In testimony before the 9/11 Commission George Tenet admitted that the OSP briefed white House officials on ties between Iraq and al-Qaeda without his knowledge. He also revealed a memo he sent to the Under Secretary of defense. The memo stated that Mr. Tenet did not agree with “the way the data was characterized”, pertaining to the alleged meeting between Mohammed Atta and the Iraqis.

The Defense Department issued a correction, but not before they had leaked the story to the press. During the build up to war administration officials referred to the meeting between Mohammed Atta and Iraqi intelligence officers as fact. Vice President Cheney repeatedly mentioned the alleged meeting, even after the 9/11 Commission had ruled the story a farce, by saying that the meeting “couldn’t be ruled out.”

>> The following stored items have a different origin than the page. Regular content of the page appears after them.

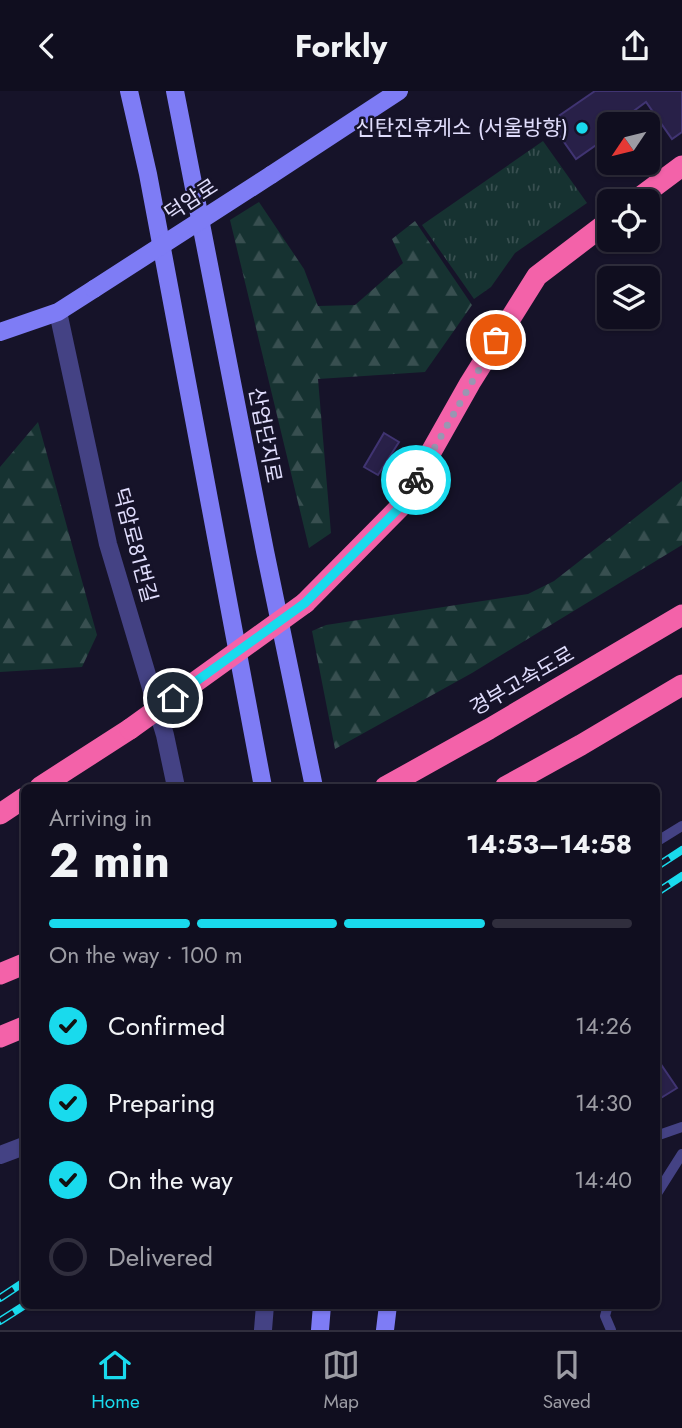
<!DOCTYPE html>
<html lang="en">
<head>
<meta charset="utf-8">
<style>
  body { margin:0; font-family:Jost,"Noto Sans KR",sans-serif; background:#1e1c2c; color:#f1f3f6; height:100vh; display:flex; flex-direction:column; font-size:26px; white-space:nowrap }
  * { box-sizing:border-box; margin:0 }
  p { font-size:23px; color:#9c9ca4 }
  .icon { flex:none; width:38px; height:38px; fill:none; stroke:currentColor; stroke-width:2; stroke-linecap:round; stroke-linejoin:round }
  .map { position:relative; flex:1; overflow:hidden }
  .panel { position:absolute; left:21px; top:693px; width:639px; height:525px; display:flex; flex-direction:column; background:#100e1f; border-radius:10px; box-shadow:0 2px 5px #0004,0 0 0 2px #302e3d }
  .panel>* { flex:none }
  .needle { width:46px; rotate:235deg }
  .buttons { position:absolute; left:597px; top:21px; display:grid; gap:14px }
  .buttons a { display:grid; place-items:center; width:63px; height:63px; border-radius:10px; background:#100e1f; box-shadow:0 2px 5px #0004,0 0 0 2px #302e3d; font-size:35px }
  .pin { position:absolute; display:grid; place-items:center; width:60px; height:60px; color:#fff; margin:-30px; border:4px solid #fff; border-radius:50%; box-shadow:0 2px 7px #0007 }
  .courier { position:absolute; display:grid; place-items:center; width:70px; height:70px; margin:-35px; border:5px solid #19daed; border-radius:50%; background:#fff; color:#222; box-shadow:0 2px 9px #0007 }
  .headline em { font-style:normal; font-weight:700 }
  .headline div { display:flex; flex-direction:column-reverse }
  .headline { display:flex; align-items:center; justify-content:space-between; height:119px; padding:0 28px }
  h1 { font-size:46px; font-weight:700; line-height:52px }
  .bar { display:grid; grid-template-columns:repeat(4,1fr); gap:10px 7px; align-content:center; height:84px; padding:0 28px }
  .bar i { height:9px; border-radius:5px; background:#302e3d }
  .bar .on { background:#19daed }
  .bar p { grid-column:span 4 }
  ol { padding:0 28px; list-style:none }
  li { display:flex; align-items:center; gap:21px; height:77px }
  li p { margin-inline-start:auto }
  li .icon { padding:7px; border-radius:50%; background:#19daed; color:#111; stroke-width:4 }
  li:last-child { color:#9c9ca4 }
  li i { width:38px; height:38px; border:4px solid #302e3d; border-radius:50% }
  header { display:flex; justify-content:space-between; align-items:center; height:91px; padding:0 28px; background:#100e1f; font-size:32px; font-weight:700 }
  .menu { display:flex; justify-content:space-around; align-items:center; height:98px; border-top:2px solid #302e3d; background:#100e1f; font-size:19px; color:#9c9ca4 }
  .menu a { display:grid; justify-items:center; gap:4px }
  .menu .on { color:#19daed }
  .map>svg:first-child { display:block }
  .grass { fill:url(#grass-tufts) }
  .forest { fill:url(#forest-firs) }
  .building { fill:#282048; stroke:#403472; stroke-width:2 }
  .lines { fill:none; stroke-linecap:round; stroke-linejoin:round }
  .lane { stroke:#444284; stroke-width:10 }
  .street { stroke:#444284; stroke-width:18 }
  .secondary { stroke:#7e7cf5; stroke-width:18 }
  .highway { stroke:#f362a9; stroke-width:21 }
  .rail-casing { stroke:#19daed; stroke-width:8 }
  .rail { stroke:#161329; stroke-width:5; stroke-dasharray:16; stroke-linecap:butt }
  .secondary-bridge { stroke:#7e7cf5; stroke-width:18 }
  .highway-bridge { stroke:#f362a9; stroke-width:21 }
  .done { stroke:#9996b2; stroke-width:7; stroke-dasharray:0 12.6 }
  .route { stroke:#19daed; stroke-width:9 }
  .poi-dot { fill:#19daed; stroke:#161329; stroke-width:2.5 }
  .labels { text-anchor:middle; stroke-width:5; stroke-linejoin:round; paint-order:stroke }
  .poi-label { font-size:21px; fill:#e0ddfc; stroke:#161329; text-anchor:end }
  .street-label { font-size:21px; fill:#e0ddfc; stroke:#161329 }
</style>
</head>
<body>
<header><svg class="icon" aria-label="back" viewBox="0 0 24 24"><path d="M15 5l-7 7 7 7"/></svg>Forkly<svg class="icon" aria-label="share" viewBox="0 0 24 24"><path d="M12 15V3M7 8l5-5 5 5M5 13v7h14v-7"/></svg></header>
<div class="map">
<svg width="682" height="1239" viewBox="0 0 682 1239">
  <defs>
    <pattern id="grass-tufts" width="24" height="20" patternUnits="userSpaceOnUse" patternTransform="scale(1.75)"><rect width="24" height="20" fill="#163231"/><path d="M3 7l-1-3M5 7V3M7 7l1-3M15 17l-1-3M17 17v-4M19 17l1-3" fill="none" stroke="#384f50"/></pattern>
    <pattern id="forest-firs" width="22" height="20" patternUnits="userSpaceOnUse" patternTransform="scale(1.75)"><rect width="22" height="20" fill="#163231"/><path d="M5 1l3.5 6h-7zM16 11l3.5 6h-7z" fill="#384f50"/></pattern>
  </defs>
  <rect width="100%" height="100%" fill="#161329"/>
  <path class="grass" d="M 543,50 L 587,112 L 515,162 L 491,196 L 474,208 L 422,134 Z"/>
  <path class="forest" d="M 259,111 L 304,178 L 318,215 L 355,214 L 403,172 L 392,148 L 415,130 L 472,214 L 425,281 L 318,288 L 331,442 L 309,457 L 230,129 Z
    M 38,331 L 97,544 L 82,576 L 0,581 L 0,376 Z
    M 682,390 L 682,454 L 472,582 L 335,658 L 312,540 L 326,534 L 528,503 L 554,490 Z"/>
  <path class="building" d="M 595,0 L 682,0 L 682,41 L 672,48 L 646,11 L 631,22 L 634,27 L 626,33 L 609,33 L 609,45 L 576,68 L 550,31 Z
    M 384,342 L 399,351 L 378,384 L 364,376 Z
    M 656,966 L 677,997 L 656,1010 Z"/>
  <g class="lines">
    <path class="lane" d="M 656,751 L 682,735
      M 656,1045 L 682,1036
      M 656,1104 L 682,1063
      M 608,1214 L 605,1225 L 611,1239"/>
    <path class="street" d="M 58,221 L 108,453 L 165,644 L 176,696
      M 0,1064 L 24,1055
      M 263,1239 L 265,1214"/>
    <path class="secondary" d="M 129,0 L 148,83 L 263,696
      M 175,0 L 265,460 L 314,696
      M 271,84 L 399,0
      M 0,241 L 58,221 L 94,198
      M 320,1239 L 322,1214
      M 385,1239 L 388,1214"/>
    <path class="highway" d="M 635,110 L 682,75
      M 305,512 L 400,416 L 470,292 L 537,185 L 609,130
      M 40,696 L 130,638
      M 385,696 L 489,638 L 682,524
      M 505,696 L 581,654 L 682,594
      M 0,723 L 24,707
      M 0,883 L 24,873
      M 0,946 L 24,936"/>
    <g class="rail-casing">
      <path id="rail" d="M 656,776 L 682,759
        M 656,802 L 682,785
        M 0,1207 L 24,1191
        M 0,1230 L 25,1214"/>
    </g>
    <use href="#rail" class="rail"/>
    <path class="secondary-bridge" d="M 94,198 L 271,84"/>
    <path class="highway-bridge" d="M 130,638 L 305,512"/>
  </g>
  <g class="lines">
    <path class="done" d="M 416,389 L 496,249"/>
    <path class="route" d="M 173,607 L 305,512 L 400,416 L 416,389"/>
  </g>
  <circle class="poi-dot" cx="582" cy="37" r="7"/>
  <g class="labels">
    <g class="poi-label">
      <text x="568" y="44">신탄진휴게소 (서울방향)</text>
    </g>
    <g class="street-label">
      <text transform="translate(191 109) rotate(-33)" y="7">덕암로</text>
      <text transform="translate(265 344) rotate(79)" y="7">산업단지로</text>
      <text transform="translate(135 454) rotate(75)" y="7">덕암로81번길</text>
      <text transform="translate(522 590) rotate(-30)" y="7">경부고속도로</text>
    </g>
  </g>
</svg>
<div class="buttons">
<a><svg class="needle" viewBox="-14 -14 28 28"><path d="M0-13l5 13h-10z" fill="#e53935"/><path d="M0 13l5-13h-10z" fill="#9c9ca4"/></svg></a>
<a><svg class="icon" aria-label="locate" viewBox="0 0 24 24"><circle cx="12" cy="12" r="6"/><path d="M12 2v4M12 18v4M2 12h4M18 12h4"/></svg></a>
<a><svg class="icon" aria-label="layers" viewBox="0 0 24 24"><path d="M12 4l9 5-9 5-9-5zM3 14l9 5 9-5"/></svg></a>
</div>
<div class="pin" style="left:496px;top:249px;background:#ea580c"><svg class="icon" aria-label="bag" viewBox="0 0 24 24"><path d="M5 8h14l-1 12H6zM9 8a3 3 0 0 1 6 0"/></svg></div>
<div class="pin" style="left:173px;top:607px;background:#1f2937"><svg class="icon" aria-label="home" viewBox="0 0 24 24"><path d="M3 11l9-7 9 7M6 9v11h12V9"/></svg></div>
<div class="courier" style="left:416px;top:389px"><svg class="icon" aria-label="bike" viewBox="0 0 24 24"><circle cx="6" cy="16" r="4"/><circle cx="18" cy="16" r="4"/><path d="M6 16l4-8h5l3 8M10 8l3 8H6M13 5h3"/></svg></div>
<section class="panel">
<div class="headline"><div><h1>2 min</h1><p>Arriving in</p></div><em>14:53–14:58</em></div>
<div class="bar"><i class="on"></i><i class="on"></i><i class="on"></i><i></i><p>On the way · 100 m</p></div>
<ol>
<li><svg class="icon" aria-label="check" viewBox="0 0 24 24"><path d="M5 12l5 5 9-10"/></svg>Confirmed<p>14:26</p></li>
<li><svg class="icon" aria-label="check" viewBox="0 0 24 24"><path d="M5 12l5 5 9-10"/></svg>Preparing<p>14:30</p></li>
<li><svg class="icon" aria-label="check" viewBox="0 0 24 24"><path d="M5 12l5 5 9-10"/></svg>On the way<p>14:40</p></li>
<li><i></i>Delivered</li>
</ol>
</section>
</div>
<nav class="menu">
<a class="on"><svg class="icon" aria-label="home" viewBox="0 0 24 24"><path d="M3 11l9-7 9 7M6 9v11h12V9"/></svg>Home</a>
<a><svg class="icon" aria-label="map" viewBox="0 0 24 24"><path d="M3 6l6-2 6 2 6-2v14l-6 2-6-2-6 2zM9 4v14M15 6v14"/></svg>Map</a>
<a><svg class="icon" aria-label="saved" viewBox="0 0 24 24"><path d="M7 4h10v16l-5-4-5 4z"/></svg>Saved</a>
</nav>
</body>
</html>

Again the Bush administration’s intelligence was a lie, and again the CIA was not responsible. Vice President Cheney was lying, they were all lying, but Mr. Tenet could not speak out. After the Chalabi fiasco and the Intelligence Committee report, Mr. Tenet had all he could take, and he tendered his resignation.

One Democrat flatly stated that George Tenet “fell on his sword”. They failed to implicate the Bush administration for lying about Iraq, but Senate Democrats did attach nine “alternative opinions” to the report issued last week. This appendix details Bush administration pressure on the CIA to modify analyses, and provides the first official evidence of the Office of Special Plans.

People must realize that the CIA works for the White House. This has put George Tenet in a difficult position. The CIA cannot publicly condemn the President‘s propaganda campaign, because he is their boss. In addition to being double crossed by the Bush administration, the CIA has had to answer for the September 11th attacks, and the faulty intelligence that led to the war in Iraq.

We must also realize that the CIA is on record as opposing the Invasion of Iraq. The Bush administration has co-opted the CIA in order to prosecute their mad war, and they bear the responsibility. As CIA Director, George Tenet was used by the Bush administration, and discarded.

For George Tenet, this was personal.